Furthermore, biotechnologies come to the market almost entirely privatized, protected by patents and, to a great extent, controlled by powerful transnationals quick to buy the results of pioneering research and development performed by smaller, more creative enterprises. This degree of knowledge privatization considerably exceeds that observed during the first Green Revolution. The situation is diametrically opposed to the vision of science and technology becoming increasingly part of the "common heritage of humankind": biotechnologies are being commoditized to the disadvantage of third world countries and especially to their masses of poor peasants.

This explains the pessimistic conclusion about biotechnology by Costa Rica's Minister for Science and Technology, Rodrigo Zeledon:

Everything seems to indicate that the new technologies, far from being the instruments that will automatically save us from calamities, will simply serve to create new mechanisms for even more dependence. (Inter Press Service [Rome], Report 27, January 1988).

The political implication is clear. Third world countries should press international organizations to assist them in improving their access to the accumulated capital of knowledge, even though the prospect for advancing in this direction will remain dismal so long as commoditization and privatization are considered as panaceas for all economic ills.

More importantly, third world countries should develop their own research capability both for putting biotechnolgy to good use without depending on transnationals and for strengthening their position for the inevitable bargaining on the international technology market. The present unfavourable balance of power should not lead them to underestimate the paramount importance of biotechnologies for tropical countries, insofar as they can provide opportunities for a more efficient and intensive use of biomass produced both on the land and in the water.

On the contrary, third world countries need to assess the potential of an industrialization strategy based on the self-reliant but by no means autarkik development of biotechnologies, particularly those using biomass, "the fuel of development" (Hall and Overend 1987). Self-reliance here means autonomous decision-making with respect to research priorities, selective purchase of foreign technology, and promotion of collective self-reliance among third world countries.

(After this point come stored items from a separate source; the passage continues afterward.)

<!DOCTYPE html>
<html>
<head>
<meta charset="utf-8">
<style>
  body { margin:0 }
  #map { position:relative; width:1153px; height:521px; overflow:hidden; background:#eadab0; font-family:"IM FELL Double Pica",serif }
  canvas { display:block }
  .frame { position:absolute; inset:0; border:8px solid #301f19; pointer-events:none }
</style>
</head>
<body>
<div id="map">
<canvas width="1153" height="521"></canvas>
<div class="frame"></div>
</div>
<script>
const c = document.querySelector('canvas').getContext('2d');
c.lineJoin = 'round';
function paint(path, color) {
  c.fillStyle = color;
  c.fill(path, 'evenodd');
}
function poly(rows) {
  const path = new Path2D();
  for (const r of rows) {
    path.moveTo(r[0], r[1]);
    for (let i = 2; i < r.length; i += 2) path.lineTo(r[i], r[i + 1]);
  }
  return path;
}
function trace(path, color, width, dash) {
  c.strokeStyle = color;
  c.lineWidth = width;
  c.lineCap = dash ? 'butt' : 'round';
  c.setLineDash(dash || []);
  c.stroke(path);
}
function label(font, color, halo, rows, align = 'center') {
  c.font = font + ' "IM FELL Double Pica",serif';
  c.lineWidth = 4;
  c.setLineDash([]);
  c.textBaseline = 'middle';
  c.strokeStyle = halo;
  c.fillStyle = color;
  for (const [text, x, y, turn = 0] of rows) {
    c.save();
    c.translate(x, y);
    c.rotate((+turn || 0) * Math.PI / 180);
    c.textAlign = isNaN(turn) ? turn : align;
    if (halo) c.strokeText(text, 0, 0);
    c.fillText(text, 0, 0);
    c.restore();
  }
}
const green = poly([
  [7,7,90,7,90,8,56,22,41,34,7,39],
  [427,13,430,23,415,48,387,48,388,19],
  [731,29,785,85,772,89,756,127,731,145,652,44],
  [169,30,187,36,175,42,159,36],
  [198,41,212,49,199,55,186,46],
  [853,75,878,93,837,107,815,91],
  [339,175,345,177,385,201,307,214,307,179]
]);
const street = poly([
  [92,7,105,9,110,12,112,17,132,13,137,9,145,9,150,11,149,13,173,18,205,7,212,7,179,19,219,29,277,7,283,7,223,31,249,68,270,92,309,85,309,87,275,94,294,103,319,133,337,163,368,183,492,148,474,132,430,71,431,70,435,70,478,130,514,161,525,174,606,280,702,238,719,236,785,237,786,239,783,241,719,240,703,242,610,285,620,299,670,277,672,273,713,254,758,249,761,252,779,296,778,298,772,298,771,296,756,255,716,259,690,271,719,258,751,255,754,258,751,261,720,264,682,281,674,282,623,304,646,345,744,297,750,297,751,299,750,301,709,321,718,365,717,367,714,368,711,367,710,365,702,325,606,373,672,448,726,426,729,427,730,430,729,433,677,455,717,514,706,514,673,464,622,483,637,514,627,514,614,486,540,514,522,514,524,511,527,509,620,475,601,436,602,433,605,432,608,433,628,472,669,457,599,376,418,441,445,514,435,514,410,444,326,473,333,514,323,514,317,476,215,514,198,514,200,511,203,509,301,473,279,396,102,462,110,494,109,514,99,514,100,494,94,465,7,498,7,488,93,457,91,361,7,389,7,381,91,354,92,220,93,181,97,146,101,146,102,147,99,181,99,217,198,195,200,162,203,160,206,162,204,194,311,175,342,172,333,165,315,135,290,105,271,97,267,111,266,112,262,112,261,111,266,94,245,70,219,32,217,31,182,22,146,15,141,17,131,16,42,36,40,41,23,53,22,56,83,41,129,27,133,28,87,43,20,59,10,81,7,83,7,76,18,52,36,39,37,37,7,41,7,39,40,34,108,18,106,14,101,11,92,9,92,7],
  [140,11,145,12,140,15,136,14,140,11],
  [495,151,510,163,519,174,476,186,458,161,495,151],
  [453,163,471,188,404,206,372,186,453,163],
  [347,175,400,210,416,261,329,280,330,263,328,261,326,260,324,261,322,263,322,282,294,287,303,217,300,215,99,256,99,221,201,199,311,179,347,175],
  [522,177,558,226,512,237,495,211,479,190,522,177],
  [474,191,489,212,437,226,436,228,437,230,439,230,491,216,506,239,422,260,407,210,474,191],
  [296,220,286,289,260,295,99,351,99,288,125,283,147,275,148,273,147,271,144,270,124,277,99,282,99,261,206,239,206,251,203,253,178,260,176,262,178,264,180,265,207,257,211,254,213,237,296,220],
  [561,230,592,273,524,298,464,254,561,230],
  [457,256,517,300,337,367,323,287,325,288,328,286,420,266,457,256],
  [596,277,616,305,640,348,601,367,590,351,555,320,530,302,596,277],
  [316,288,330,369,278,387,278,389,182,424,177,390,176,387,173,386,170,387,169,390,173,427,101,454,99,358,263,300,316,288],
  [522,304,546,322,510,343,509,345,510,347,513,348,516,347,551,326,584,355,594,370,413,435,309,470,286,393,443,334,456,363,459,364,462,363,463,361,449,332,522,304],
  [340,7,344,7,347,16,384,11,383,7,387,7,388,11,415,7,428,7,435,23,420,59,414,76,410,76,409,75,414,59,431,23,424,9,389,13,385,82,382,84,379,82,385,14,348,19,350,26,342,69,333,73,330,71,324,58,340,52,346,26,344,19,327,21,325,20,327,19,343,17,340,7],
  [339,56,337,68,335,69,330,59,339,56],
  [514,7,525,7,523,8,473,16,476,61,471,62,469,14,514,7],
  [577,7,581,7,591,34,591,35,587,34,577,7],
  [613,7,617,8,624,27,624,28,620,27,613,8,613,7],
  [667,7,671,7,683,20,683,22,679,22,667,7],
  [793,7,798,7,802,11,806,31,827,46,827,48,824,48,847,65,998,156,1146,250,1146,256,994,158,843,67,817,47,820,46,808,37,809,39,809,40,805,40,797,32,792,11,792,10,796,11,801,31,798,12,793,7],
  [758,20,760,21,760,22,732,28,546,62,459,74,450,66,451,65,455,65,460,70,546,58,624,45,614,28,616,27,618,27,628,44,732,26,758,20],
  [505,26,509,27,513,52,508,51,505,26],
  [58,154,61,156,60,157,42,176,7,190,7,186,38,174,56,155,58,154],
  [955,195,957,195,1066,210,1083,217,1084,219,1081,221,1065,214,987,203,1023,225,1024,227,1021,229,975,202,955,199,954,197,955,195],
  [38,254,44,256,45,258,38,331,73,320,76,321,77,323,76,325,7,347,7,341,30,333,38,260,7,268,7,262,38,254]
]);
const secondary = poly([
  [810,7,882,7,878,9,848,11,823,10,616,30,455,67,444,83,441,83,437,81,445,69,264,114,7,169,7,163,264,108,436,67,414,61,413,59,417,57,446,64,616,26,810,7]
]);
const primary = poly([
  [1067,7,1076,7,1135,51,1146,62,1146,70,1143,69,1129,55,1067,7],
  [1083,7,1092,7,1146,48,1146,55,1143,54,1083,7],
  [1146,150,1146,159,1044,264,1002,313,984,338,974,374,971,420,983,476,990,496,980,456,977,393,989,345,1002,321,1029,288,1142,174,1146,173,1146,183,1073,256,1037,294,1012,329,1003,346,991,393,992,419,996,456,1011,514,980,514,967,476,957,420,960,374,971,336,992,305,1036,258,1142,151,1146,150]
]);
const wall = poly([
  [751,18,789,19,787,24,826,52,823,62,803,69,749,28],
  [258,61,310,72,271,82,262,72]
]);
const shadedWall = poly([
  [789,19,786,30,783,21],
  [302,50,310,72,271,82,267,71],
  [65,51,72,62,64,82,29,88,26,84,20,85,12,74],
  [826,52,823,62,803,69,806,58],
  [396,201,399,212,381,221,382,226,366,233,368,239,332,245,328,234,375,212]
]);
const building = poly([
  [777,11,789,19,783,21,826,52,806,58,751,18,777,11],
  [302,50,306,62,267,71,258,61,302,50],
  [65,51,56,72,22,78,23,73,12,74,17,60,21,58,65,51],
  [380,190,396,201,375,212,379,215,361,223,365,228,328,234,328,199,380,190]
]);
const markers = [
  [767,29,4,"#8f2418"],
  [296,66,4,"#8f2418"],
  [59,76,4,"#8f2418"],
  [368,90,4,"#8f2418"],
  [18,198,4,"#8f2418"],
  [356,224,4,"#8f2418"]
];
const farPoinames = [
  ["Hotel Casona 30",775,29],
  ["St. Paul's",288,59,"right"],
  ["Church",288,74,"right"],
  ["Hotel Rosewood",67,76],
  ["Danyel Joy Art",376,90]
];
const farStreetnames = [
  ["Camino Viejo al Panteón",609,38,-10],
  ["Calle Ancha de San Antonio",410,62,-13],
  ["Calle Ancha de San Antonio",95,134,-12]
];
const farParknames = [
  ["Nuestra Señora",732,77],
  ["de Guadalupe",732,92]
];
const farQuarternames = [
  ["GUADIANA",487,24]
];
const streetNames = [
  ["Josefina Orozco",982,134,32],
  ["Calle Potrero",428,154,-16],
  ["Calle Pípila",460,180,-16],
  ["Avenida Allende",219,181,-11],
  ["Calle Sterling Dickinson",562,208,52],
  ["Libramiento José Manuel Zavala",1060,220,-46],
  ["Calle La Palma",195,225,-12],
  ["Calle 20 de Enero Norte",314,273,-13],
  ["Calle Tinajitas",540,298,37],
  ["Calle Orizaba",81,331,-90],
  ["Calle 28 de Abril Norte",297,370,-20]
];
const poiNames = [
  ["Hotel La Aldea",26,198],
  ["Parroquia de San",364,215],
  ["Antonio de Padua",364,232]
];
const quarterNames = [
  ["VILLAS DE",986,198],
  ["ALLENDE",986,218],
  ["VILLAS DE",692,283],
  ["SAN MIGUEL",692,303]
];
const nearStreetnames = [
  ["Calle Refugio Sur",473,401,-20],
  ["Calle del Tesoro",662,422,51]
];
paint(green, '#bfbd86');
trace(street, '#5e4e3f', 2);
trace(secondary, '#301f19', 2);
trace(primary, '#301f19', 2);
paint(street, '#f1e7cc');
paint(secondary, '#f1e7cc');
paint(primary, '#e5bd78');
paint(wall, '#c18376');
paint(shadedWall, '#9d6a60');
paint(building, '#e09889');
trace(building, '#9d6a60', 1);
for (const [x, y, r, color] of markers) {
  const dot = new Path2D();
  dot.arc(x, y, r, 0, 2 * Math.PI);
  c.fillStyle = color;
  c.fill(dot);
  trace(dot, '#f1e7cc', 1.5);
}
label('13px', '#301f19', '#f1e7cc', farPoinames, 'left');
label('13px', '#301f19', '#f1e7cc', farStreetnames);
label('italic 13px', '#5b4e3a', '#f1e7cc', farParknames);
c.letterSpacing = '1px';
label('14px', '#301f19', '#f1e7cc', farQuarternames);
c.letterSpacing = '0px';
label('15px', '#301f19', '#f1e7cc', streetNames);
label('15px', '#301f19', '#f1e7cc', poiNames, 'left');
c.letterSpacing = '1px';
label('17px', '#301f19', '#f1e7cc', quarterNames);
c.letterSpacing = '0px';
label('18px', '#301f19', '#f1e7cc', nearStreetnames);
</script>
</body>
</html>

South-South co-operation among countries that share similar natural conditions is urgently called for, going beyond the usual regional boundaries. The United Nations system should play a much more active role in bringing together scholars from Asia, Africa, and Latin America, arranging for the exchange of students, and promoting technological co-operation and joint industrial ventures. All of these facilities exist on paper, but in practice North-South circuits play a dominant if not exclusive role.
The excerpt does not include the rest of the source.